How Rikers Island Became New York's Largest Mental Institution
Some mentally ill NYC detainees stay in the system for years without ever standing trial

TW: Suicide
Rikers Island in the New York City borough of Queens is the site of one of the world's largest correctional institutions and has been described as New York's best-known jail. The complex consists of ten jails, and is intended to hold local offenders who are awaiting trial, serving sentences of one year or less, or are temporarily placed there pending transfer to another facility.
Records show that more than half the people in New York City custody, around 3,000 men and women, have been diagnosed with a mental illness. On any given day, hundreds of them are stuck at Rikers awaiting evaluations or in line for beds at state forensic psychiatric hospitals. Competency evaluations are meant to ensure that people understand the charges against them and can assist in their own defense, and that process is supposed to last no longer than a year. Due to a limited number of beds in state forensic psychiatric hospitals, the grinding nature of the state courts and the inability of city officials to resolve a long-term crisis on Rikers Island, the restoration process for some detainees has dragged on for three years or longer, records and interviews show.
“The state has designed a system that on paper is intended to ensure people get treatment when they are found unfit,” said Elena Landriscina, a staff attorney with the Legal Aid Society, which represents indigent people charged with crimes in New York City. “In reality it is not providing that treatment in a timely way.”

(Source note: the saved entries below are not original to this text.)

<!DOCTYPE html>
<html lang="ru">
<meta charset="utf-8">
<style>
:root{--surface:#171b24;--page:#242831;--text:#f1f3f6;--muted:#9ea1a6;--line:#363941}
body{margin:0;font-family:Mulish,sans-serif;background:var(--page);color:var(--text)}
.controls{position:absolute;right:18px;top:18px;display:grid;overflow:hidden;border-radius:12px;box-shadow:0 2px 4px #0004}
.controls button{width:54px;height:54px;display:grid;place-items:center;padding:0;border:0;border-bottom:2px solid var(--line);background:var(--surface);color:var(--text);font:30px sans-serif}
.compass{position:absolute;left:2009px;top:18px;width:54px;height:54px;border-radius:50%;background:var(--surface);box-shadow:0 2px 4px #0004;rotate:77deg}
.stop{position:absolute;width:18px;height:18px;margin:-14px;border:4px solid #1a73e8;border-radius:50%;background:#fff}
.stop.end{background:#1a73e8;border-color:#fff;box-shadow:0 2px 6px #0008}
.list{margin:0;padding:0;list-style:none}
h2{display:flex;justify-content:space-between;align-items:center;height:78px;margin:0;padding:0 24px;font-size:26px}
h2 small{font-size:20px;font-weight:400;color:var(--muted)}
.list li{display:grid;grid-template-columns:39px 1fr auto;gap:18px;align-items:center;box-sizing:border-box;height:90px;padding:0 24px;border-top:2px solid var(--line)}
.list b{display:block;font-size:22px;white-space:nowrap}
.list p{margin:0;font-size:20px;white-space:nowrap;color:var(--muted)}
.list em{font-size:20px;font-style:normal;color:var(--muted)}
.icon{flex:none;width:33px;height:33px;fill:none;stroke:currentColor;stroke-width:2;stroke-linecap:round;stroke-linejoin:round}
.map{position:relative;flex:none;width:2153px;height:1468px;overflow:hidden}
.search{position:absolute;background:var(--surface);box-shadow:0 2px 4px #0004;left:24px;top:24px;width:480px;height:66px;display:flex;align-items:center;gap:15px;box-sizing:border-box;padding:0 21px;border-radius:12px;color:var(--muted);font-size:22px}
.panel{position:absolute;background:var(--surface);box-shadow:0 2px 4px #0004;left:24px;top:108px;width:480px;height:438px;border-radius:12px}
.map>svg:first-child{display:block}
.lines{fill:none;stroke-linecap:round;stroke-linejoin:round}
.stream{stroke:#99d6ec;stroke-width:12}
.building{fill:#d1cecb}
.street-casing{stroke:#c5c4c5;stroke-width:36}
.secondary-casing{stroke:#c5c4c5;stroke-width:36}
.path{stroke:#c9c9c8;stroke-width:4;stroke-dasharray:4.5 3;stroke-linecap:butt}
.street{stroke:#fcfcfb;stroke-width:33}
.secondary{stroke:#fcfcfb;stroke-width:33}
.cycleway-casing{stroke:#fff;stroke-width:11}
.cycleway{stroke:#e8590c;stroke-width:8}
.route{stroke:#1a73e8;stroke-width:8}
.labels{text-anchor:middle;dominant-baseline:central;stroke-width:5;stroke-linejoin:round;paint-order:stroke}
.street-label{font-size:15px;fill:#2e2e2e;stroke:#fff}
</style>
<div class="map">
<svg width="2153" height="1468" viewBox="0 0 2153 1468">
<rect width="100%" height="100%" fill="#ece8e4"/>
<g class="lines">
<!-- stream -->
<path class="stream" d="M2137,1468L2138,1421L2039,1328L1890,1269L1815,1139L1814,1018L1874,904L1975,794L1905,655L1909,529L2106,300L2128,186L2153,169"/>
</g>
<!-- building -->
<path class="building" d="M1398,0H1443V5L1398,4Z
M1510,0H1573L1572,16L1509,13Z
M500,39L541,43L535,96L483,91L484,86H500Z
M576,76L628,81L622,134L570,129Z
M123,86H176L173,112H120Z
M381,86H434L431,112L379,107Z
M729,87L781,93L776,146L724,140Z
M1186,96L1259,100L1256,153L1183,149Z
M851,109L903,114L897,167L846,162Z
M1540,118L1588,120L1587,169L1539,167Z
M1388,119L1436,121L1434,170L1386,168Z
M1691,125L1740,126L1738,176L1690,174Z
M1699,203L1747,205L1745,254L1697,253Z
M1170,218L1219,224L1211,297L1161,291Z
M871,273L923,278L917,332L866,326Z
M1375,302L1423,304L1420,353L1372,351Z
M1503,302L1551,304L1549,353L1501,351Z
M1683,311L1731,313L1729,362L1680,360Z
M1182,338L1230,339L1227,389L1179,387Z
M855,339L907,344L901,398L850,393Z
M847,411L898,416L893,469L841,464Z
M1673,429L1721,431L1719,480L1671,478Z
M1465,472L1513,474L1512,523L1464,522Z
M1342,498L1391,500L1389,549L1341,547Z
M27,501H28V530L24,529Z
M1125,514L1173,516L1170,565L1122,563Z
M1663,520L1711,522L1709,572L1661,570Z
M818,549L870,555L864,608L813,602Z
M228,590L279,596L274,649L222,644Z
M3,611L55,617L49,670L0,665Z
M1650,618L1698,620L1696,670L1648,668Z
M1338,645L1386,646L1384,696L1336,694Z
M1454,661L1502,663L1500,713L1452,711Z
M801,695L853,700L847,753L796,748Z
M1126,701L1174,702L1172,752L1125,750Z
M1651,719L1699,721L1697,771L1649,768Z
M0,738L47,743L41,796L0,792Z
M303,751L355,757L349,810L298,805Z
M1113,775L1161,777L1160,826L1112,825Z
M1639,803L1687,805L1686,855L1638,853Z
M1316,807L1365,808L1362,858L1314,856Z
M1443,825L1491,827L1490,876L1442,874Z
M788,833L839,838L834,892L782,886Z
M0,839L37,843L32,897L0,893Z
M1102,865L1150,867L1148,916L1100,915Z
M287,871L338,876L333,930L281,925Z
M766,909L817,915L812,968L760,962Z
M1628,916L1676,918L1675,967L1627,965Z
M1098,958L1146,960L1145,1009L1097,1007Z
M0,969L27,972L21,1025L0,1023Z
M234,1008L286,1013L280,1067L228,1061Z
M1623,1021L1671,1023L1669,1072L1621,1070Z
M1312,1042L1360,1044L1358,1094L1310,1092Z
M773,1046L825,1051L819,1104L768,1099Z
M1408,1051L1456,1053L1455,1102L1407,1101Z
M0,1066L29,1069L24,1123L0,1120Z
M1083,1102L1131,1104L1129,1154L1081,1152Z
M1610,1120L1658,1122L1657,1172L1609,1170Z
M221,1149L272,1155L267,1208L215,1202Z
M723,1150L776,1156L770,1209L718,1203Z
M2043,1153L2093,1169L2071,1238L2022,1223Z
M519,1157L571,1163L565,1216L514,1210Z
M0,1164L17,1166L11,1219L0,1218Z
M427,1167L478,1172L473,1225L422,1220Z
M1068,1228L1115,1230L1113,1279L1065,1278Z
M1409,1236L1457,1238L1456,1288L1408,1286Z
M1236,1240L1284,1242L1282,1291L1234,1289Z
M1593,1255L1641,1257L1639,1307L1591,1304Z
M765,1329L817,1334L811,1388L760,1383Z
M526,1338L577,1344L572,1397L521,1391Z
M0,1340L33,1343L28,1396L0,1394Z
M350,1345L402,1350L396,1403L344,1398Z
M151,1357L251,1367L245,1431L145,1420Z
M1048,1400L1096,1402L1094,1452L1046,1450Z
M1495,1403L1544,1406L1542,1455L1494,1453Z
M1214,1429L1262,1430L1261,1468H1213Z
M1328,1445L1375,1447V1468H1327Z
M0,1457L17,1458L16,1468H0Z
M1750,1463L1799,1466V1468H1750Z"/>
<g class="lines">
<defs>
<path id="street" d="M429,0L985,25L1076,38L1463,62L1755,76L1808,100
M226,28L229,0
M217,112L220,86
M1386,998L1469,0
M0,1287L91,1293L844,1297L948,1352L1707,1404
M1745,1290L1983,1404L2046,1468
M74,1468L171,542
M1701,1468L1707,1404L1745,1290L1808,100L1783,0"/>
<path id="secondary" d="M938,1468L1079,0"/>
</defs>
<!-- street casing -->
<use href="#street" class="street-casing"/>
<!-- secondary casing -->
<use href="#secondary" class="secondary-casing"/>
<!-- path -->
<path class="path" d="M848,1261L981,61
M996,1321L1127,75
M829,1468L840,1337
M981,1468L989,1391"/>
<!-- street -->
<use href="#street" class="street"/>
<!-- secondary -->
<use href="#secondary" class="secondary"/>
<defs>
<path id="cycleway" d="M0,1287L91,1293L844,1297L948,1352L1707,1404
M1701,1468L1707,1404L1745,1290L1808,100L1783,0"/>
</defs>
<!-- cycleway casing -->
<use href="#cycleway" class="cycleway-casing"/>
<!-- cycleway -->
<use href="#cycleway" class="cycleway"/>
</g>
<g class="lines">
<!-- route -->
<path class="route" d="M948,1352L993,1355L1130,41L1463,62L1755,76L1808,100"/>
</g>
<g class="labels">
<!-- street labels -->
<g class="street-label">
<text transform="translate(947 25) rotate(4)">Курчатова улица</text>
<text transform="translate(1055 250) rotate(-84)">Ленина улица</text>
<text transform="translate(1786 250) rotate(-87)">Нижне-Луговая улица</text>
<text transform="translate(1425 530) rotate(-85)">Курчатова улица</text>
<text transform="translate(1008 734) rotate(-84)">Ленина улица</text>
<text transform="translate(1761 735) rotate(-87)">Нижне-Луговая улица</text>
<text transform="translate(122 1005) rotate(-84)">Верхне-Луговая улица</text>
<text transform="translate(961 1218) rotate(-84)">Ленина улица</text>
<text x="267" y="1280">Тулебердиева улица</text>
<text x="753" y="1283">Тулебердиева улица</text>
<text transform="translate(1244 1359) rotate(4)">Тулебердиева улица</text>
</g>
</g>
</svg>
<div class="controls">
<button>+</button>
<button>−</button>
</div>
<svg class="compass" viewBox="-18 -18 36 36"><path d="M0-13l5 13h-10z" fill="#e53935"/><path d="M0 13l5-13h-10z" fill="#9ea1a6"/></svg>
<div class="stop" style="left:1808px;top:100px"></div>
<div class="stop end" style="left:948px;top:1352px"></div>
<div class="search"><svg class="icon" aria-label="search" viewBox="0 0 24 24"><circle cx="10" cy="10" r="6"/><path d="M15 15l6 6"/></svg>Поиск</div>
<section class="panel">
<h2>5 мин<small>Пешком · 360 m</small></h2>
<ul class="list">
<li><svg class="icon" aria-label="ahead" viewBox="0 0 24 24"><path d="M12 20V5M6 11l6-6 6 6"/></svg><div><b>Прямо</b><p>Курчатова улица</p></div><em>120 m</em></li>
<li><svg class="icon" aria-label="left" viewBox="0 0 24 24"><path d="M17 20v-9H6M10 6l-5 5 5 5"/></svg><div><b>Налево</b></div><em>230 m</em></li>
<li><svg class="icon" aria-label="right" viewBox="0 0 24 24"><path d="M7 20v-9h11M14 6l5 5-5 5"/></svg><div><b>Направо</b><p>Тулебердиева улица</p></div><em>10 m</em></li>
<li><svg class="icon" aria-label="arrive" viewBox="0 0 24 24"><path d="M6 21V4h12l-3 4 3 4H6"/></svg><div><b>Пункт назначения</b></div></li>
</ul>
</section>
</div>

Mentally ill detainees have been subject to harsh conditions, inhumane treatment and inadequate supervision, records and interviews show. Guards have routinely failed to bring them to medical appointments or court appearances and have often left them unattended, even if they have been flagged as suicide risks. At least 18 mentally ill detainees have died by suicide, drug overdoses and other causes in the past three years alone. One man with a history of psychiatric hospitalizations had missed 26 medical appointments in seven months when a guard left him unattended in March 2021. He wedged his head through his cell’s food tray slot, asphyxiating himself.
Rikers Island has long struggled to care for mentally ill detainees, with lapses chronicled in regular reports by court monitors appointed to oversee reforms in the jail system. But the problem has become more urgent. As officials have moved to reduce the number of people in the jails, the proportion of detainees with serious mental illnesses has doubled in the past decade, reaching a monthly average of more than 1,200 earlier this year. Even so, records show, the jails’ specialized mental health units can hold no more than 980 people at a time.